I would then take an econometric standpoint. Finding a “good” autocorrelation value from an ACF involves nothing more than taking all of the above data points, indexing them by what the lag is, throwing all data points with the same lag into distinct piles, and averaging the predictive power of the lagged return on the non-lag return for each pile. Good piles have high average values for predictive power. Along the same lines, perhaps returns data has different properties when the volume is high rather than low. Or perhaps tech stocks which experience sharp return shocks on high volume tend to have higher predictive power than non-tech stocks moving on low volume. So I would run tests to find out if such relationships exist. I would first look at each variable in isolation and determine whether or not, all else being equal, variations in that variable have an impact on autocorrelation. I would also look at combinations, for example determining whether or not sharp returns in conjunction with variations in volume have an impact on average predictive power. I ultimately end up with many more piles. Instead of dividing all of the returns into piles categorized simply by their lag, I would aim to divide up all of the returns into piles, categorized by all variables which have a statistically significant effect on the predictive power of a lagged return on its non-lag counterpart. Thus, I would aim to make more distinctions on the data than the typical ACF function, without throwing out the ACF methodology entirely.

Market Dynamics

Question: What does the issuance of put options to the open market do to the dynamic of the overall marketplace?
Hypothesis: The issuance of puts (1) exerts a stabilizing, mean reverting dynamic on the stock process, and (2) decreases the market implied volatility.
Basis Behind (1): all else equal, the market has bought and absorbed the put options.

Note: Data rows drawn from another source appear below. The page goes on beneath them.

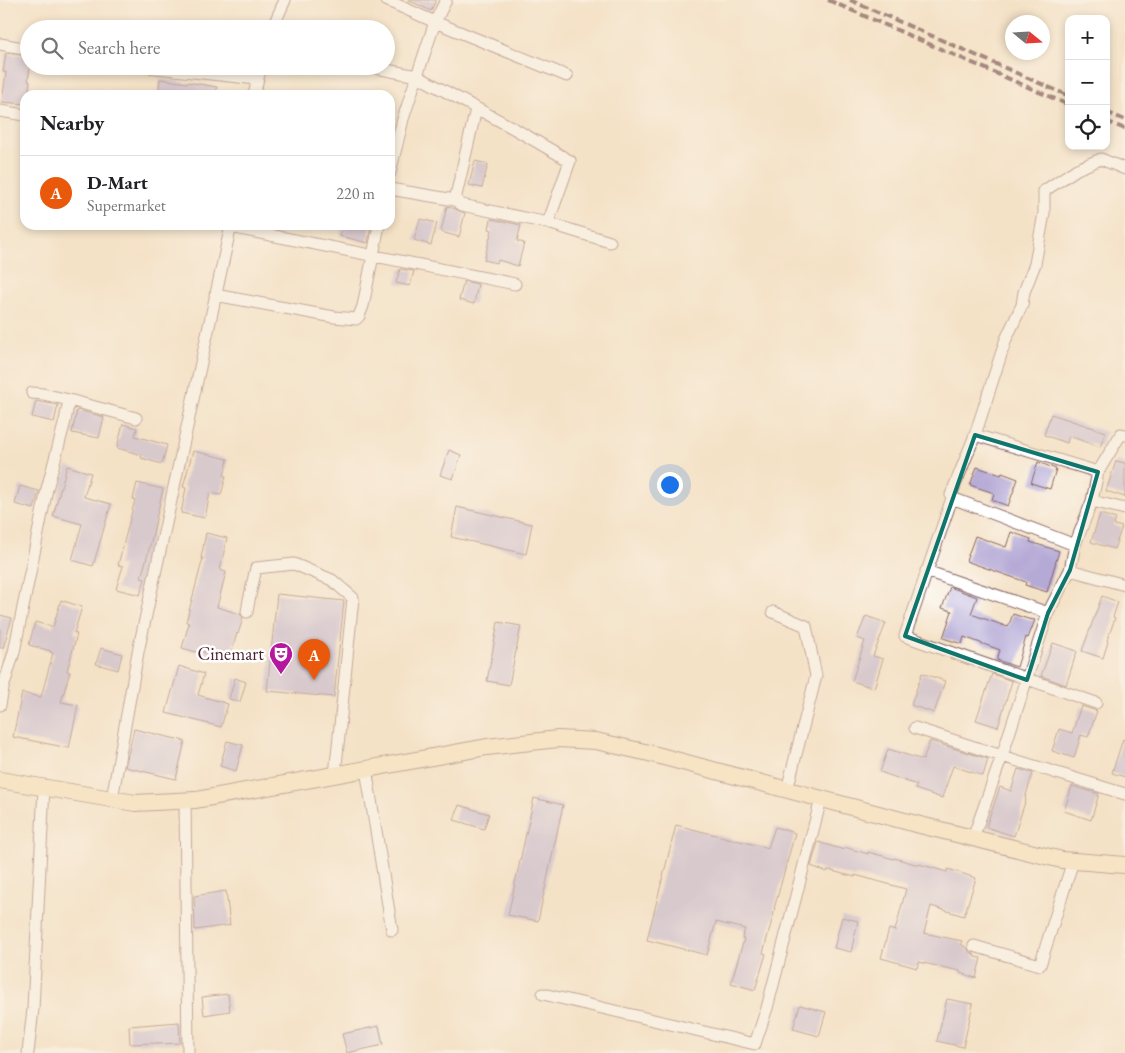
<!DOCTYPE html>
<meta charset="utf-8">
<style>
:root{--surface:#fff;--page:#f6f6f6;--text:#202124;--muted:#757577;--line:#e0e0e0;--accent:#ea580c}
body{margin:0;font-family:"EB Garamond",serif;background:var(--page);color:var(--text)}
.controls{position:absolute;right:15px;top:15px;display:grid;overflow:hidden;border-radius:10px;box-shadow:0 2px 8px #0003}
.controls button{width:45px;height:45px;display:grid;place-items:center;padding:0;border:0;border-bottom:1px solid var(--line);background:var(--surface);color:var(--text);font:25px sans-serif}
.compass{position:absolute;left:1005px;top:15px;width:45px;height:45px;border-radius:50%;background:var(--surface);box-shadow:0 2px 8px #0003;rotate:108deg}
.you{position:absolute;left:669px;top:484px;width:18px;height:18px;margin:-12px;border:4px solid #fff;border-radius:50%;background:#1a73e8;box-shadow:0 0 0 8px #1a73e833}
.badge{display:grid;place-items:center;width:32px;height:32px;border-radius:50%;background:var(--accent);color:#fff;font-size:16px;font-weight:700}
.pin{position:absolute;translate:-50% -41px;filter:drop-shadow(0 1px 2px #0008)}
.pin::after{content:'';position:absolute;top:26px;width:18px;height:15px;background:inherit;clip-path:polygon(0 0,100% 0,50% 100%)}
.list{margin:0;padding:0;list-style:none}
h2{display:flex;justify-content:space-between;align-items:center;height:65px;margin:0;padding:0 20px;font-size:21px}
h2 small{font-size:16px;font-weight:400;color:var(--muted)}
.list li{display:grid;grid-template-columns:32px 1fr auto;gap:15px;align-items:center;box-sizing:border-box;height:75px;padding:0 20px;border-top:1px solid var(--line)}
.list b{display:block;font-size:19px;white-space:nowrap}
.list p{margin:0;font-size:16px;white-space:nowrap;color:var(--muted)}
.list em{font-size:16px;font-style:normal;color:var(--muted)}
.icon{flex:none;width:28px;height:28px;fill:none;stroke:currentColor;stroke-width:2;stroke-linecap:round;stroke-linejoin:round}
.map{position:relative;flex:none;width:1125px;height:1053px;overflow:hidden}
.search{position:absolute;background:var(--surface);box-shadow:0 2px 8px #0003;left:20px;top:20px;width:375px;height:55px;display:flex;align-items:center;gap:12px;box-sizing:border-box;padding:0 18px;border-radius:28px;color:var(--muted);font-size:19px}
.panel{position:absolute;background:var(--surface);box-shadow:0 2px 8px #0003;left:20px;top:90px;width:375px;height:140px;border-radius:15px}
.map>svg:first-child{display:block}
</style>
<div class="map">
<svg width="1125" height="1053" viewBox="0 0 1125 1053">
<rect width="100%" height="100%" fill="#fff"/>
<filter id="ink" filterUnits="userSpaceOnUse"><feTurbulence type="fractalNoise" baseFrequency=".02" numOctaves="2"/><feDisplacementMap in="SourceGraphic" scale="10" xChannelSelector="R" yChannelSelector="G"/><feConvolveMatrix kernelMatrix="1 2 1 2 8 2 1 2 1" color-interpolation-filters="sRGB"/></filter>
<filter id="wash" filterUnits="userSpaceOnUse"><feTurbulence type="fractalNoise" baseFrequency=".0096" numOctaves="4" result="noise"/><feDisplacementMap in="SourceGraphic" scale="20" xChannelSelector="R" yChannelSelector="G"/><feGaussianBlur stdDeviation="1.12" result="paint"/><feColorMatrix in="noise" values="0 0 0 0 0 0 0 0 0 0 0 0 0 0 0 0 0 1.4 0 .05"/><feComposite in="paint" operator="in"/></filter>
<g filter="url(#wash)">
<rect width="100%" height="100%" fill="#f4e2c7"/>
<g id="blocks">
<!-- building -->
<path fill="#b5aad6" d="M408,0H436L431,11Z
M6,53L29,56V66H30L28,81H30L28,95H25V104L2,102L6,72H3Z
M160,79L187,83V82L217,87L215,95H158Z
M475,161L488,164L482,188L469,185Z
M447,206L465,213L459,237L441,232Z
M420,219L437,223L431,245L414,240Z
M491,219L521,225L517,241L524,243L518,266L498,260L497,263L484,260L492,230L489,229Z
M343,225H371L368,243L340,236Z
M400,269L414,271L410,286L396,283Z
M464,281L478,284L474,304L459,300Z
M36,401L58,405L54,422L32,417Z
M77,410L104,417L99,438L72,433Z
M1051,414L1106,432L1100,447L1069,436L1067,443L1044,435Z
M123,424L137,428L135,436L167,445L162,464L141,458L142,455L117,448Z
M449,450L461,455L453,479L440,475Z
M193,451L228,459L224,476H226L221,495L210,493L205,518L181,513L186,488L183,487Z
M1116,461L1125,463V497L1106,491Z
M1038,462L1056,469L1050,489L1031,483Z
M67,466L91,473L84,497L111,504L93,566L72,560L82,524L53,516Z
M977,467L1001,475L1002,473L1018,479L1008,506L992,500L994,493L970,485Z
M137,483L163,489L150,546L141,578L145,579L140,595L116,589L123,566L118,565L135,500L133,499Z
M20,486L39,491L34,509L15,504Z
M457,507L532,524L526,554L451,537Z
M1100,514L1116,519L1114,525L1122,527L1114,549L1091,542Z
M1011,532L1031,539L1030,542L1059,551L1047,592L1025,585L1026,582L966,561L975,536L1006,547Z
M206,533L227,538L220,570L226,572L217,607L240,614L243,618L238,634L237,633L229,660L200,651V653L182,648L189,623L186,622L203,558H201Z
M950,587L977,597L971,614L1008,627L1013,614L1028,619L1035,620L1028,638L1026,637L1017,667L997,660L1000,650L964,637L962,644L943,638L952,611L942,608Z
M277,594L344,601L334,697L267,691Z
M1102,596L1118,602L1113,617L1115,618L1107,641L1108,642L1103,658L1082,651Z
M61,600L82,607L74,633L77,634L67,671L70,672L61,702L78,705L69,748L13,737L22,693L41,697L53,653L50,652L51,651L29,645L35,622L53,627Z
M0,615L12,618L3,648H0Z
M866,616L886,623L873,656L883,659L874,688L852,681L865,641L857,638Z
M498,622L521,626L509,685L487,681Z
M1053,643L1077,651L1066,685L1041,676Z
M101,648L122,654L118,670L96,664Z
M179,666L204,674L198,695L228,704L221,727L166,713Z
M922,673L945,681L934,713L911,705Z
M992,674L1012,681L998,727L976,720Z
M235,678L246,682L240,702L229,699Z
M1081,706L1097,711L1088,737L1081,735L1074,758L1052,751L1059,729L1072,733Z
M134,729L185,741L176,779L125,767Z
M1123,739L1125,740V777L1112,773Z
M227,741L243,745L236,771L220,766Z
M930,741L988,759L983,776L953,766L942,798L915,789L917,785L880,772L888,749L923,760Z
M1018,769L1033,773L1025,798L1026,799L1014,836L986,827L1000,787L1011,791Z
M1072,786L1099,794L1091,820L1064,811Z
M534,798L563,805L538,921L508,915Z
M459,805L489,814L484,829L454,820Z
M676,825L768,848L775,827L795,833L774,909H775L763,953L766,954L755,990L731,983L744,939L742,938L745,929L716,922L707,955L647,940Z
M818,842L844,850V847L868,854V852L894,859V858L919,865V864L947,872L948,869L976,878L964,916L931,906L924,933L962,941L961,944L967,948L969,952L974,954L975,957L981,958L976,978L960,973V971L919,962L917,968L881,958L889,929L895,931L906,889L855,875V877L828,870L827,872L811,866Z
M226,891L230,925L195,930L194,896Z
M842,917L858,921L851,952L834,948Z
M228,994L230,1011L204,1015L202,997Z
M947,999L973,1004L963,1047L937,1041Z
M800,1005L826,1012L819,1036L793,1029Z
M179,1022L180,1043L158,1044V1043L130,1044L129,1026Z
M379,1026L383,1045L347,1053L342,1034Z"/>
</g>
</g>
<g filter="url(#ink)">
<use href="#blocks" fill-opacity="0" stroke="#866362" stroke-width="1"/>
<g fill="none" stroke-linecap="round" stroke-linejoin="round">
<!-- street casing -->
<g stroke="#866362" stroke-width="13">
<path id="street" d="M386,0L435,22L567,76
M272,29L285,0
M0,44L29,49
M138,66L257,79
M366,66L417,76L513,128L570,161L548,223
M254,95L261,66
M0,111L25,115
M390,173L403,119L417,76L435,22L446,0
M390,189L455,200L462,205L548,223L610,242
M455,200L476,109
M230,227L515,284
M215,295L334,317L356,319L359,316L363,306L379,225
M32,393L43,394L69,400
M975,435L1098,472
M952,498L1075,545
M1092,501L1125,509
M1070,570L1125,585
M926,571L1048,613
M247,612L249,600L256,568L294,564L332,580L353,598L335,775
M773,612L806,626L816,676L787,790
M1096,703L905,636L952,498L951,495L975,435L1006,339L1022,305L1024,292L1035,264L1044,213V191L1077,169L1101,159L1125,169
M0,705L3,688L14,652L47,489L65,421L69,400L136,418
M915,728L1002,756L1125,794
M366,769L392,930
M112,799L138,652L231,225
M185,801L188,1053
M973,838L1002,756L1048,613L1070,570L1075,545L1092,501L1098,472L1121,434L1125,435
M974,946L1040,965L1073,861
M543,994L755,1044L767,1008L821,799
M28,1053L33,1009L44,787"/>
</g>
<!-- secondary casing -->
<g stroke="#866362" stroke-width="18">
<path id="secondary" d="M0,780L135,803L196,800L487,747L558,739L596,741L649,753L916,824L1062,860L1125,865"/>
</g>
<!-- street -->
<use href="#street" stroke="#fff" stroke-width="11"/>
<!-- secondary -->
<use href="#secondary" stroke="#fae7c3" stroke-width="16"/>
<!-- rail -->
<path stroke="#4a1f2b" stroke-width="4" stroke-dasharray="8 4" stroke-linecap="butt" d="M828,0L1069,105
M850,0L1069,96
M1106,112L1125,120
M1106,121L1125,129"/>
</g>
</g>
<!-- marked area -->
<path d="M0 0H1125V1053H0ZM975,435L1098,472L1070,570L1048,613L1027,680L905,636Z" fill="#f4e2c7" fill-opacity=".55" fill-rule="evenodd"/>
<path fill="none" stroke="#0f766e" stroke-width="4" stroke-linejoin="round" d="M975,435L1098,472L1070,570L1048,613L1027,680L905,636Z"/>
<!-- icons -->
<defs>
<g id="theatre-pin" transform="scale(1.25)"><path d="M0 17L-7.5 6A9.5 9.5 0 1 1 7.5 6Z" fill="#b5179e" stroke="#fff"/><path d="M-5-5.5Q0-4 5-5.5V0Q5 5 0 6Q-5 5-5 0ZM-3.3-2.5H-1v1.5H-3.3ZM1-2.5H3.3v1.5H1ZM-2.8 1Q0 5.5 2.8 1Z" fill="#fff"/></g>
</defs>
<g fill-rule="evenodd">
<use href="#theatre-pin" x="281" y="654"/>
</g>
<g text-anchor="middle" stroke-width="5" stroke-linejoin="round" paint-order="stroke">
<!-- poi labels -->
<g font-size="18" fill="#4a1f2b" stroke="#fff" text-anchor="end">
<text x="264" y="660">Cinemart</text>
</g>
</g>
</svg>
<div class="controls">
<button>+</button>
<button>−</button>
<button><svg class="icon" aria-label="locate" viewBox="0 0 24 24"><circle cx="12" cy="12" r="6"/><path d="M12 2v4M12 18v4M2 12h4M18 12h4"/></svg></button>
</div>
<svg class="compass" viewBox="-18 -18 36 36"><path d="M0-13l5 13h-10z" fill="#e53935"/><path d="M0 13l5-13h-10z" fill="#757577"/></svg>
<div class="you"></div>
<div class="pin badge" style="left:314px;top:680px">A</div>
<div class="search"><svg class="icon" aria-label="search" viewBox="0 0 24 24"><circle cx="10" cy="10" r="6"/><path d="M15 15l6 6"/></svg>Search here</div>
<section class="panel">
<h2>Nearby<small></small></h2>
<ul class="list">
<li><span class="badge">A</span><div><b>D-Mart</b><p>Supermarket</p></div><em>220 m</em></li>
</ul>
</section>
</div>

This decreases the market delta, and increases market gamma, and vega, all else equal. Why? Because the general public is buying from the company and not from other investors. If the company were buying from other investors, the net effect would theoretically be zero. However the general market is buying from the company, bringing those options into existence for the first time. Furthermore it is easy enough to track whether or not the put issuance has been hedged-- without loss of generality we can assume that it is not (or else we would simply retract all hypotheses). Finally assuming that the market absorbed the options with no problems, while it is theoretically possible that they fully hedged their position by longing the underlying, this is highly unlikely. The residual market delta is most likely to be negative.
So now let's think about what happens when the stock goes up. If the stock goes up, the puts get more out of the money, and the delta, which was negative, becomes less so. Assuming that at least some of these investors track their market exposure, some of the bigger investors will see this happen and attempt to re-establish their market exposure. They would do so by shorting off the delta increase. If the market goes down, they would conversely long off their delta decrease. Thus, the market stabilizes.
Basis Behind (2): Let us assume the issuer of the options is MSFT. MSFT has sold put options, so it's vega is negative. The market has bough the put options, so their vega is positive. We know MSFT won't hedge its vega. It should also be a reasonable assumption that the market will not hedge its vega either. We need to look at this from a supply/demand point of view. The supply of options has increased, while the demand can be assumed to be fairly constant- MSFT was the issuer after all. Supply and demand would imply that IV would have to go down as a result.
Also, we can think of MSFT as the initiator of the transaction in this case. The market in this case is nothing more than a counterparty. If that's the case, then even if you make the argument that on a net-net basis the change in vol should be zero (because you have a buyer and a seller at the same time), the fact that it was MSFT who initiated the trade indicates something.
Structured Products, I believe, are part of the reason why implied volatility is down so markedly.